Voilà une question que l’on peut aborder dans une perspective éducative ou militante !


Mais à nouveau et chaque fois, il nous faut commencer par nous interroger sur la définition que l’on donne des choses et surtout ne pas penser que l’autre en a la même … Comment allons-nous distinguer les deux concepts ? Et sans doute aussi, deux sont-ils suffisants pour distinguer suffisamment les pratiques, bricolages et gestes que nous faisons quand nous parlons d’engagement ?
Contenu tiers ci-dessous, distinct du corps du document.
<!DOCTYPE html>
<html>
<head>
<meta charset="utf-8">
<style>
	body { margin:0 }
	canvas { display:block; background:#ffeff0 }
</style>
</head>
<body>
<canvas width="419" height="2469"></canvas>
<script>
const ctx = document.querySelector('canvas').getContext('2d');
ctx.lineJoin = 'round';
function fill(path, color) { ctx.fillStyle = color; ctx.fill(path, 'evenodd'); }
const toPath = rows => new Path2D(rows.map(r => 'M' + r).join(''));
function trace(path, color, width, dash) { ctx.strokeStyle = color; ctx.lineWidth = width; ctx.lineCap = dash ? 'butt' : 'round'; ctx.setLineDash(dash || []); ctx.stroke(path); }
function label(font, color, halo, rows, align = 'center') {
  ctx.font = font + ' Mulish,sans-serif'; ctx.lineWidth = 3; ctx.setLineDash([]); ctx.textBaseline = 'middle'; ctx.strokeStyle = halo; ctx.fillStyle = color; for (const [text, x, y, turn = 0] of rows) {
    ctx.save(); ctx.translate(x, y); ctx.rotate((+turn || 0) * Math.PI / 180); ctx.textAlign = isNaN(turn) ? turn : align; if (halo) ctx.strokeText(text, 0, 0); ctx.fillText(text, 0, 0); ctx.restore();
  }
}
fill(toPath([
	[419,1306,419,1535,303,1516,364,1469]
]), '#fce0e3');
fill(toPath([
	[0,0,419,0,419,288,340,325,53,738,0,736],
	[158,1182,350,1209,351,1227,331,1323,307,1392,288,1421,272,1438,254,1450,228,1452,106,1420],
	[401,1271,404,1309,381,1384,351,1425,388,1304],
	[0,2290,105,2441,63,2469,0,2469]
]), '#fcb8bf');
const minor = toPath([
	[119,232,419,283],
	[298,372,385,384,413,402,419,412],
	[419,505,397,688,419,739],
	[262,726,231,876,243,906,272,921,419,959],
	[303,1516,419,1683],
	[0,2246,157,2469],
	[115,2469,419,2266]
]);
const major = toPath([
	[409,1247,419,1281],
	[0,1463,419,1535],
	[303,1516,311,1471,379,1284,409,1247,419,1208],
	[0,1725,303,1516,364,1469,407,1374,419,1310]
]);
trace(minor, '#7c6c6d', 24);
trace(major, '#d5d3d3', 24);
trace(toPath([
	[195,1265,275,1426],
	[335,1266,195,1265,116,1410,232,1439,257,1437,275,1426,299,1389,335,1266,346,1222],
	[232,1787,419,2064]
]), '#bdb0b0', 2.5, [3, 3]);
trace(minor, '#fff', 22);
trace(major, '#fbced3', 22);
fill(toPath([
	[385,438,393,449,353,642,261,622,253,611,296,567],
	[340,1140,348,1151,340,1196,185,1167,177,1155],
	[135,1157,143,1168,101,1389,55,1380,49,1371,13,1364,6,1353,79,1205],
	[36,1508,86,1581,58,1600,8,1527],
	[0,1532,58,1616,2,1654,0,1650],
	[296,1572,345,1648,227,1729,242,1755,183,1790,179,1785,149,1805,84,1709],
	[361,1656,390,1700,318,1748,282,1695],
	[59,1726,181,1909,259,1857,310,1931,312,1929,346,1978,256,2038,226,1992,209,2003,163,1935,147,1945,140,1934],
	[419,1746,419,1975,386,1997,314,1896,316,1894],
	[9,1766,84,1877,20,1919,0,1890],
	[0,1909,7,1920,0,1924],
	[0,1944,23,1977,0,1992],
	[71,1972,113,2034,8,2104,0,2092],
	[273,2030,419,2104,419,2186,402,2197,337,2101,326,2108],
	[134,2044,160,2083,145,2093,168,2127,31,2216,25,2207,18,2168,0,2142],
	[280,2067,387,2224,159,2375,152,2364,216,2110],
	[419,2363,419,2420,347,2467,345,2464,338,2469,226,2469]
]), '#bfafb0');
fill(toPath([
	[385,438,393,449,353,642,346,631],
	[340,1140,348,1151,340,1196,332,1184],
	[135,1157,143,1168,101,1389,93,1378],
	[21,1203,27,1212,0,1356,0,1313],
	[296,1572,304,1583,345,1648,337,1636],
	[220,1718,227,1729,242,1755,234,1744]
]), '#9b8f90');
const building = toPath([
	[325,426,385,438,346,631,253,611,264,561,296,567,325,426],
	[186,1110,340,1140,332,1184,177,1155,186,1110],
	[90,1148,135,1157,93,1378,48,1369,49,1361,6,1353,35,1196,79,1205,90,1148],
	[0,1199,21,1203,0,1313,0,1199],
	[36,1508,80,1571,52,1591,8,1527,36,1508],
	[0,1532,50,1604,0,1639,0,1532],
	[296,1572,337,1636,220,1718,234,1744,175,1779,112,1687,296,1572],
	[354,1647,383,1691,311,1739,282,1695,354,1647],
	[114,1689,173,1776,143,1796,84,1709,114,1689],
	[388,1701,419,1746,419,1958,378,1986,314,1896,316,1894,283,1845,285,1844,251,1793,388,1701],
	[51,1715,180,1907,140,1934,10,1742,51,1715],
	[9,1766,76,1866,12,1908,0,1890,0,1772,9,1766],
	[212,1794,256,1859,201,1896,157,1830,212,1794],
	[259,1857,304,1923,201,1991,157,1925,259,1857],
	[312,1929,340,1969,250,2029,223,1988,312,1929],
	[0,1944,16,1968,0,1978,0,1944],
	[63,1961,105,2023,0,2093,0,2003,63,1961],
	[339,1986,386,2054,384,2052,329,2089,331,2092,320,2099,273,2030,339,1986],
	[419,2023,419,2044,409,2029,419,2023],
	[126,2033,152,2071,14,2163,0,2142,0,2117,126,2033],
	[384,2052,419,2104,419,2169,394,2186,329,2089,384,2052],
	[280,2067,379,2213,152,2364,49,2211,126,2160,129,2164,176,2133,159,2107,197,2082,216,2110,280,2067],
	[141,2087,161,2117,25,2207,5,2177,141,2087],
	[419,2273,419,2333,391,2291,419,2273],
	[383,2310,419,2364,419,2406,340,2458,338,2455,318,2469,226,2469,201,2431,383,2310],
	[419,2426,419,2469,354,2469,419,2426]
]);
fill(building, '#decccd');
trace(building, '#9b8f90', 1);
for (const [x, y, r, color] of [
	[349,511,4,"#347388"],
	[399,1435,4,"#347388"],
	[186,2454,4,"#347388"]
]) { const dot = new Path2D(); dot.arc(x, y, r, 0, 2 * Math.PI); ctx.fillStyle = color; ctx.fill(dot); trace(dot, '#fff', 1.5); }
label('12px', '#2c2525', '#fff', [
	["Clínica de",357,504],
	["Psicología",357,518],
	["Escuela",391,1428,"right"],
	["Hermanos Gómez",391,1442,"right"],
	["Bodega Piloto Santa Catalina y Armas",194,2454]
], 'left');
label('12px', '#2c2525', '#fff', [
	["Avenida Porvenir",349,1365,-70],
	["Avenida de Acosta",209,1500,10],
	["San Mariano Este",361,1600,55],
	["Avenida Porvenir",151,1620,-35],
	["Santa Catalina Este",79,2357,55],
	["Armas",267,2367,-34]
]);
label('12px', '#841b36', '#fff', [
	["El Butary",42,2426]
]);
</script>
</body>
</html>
Pour réfléchir à tout cela, il nous faut sans doute élargir le collectif avec lequel nous pensons la question et se mettre en recherche. Les mots héritent d’un passé, s’enrichissent ou se vident, permettent de penser ou de s’endormir. Dans ce cas par exemple, d’où vient le mot militance ? Quel est son passé ? Qu’en on dit les sociologues par exemple ? Qui a utilisé ce mot et qui l’utilise maintenant et surtout pour quoi faire ? Le mot militant hérite d’un passé long, celui des mouvements sociaux du début du 20ème siècle ; grandes structures, idéologies bien marquées. Il désigne alors des actes qui défendent une cause et veulent convaincre, voir imposer. On retrouve dans ce monde surtout des idées de luttes, de combats et aussi la fameuse convergence des luttes. Le militant, compris de cette façon s’engage pour une promesse, un but à atteindre, au sein de mouvements structurés, souvent très verticaux. Il faut un ennemi bien identifié, savoir qui est le diable, le méchant capitalisme par exemple. Les militants sont certains qu’il existe un « trottoir d’en face » suivant la belle expression de Miguel Benasayag.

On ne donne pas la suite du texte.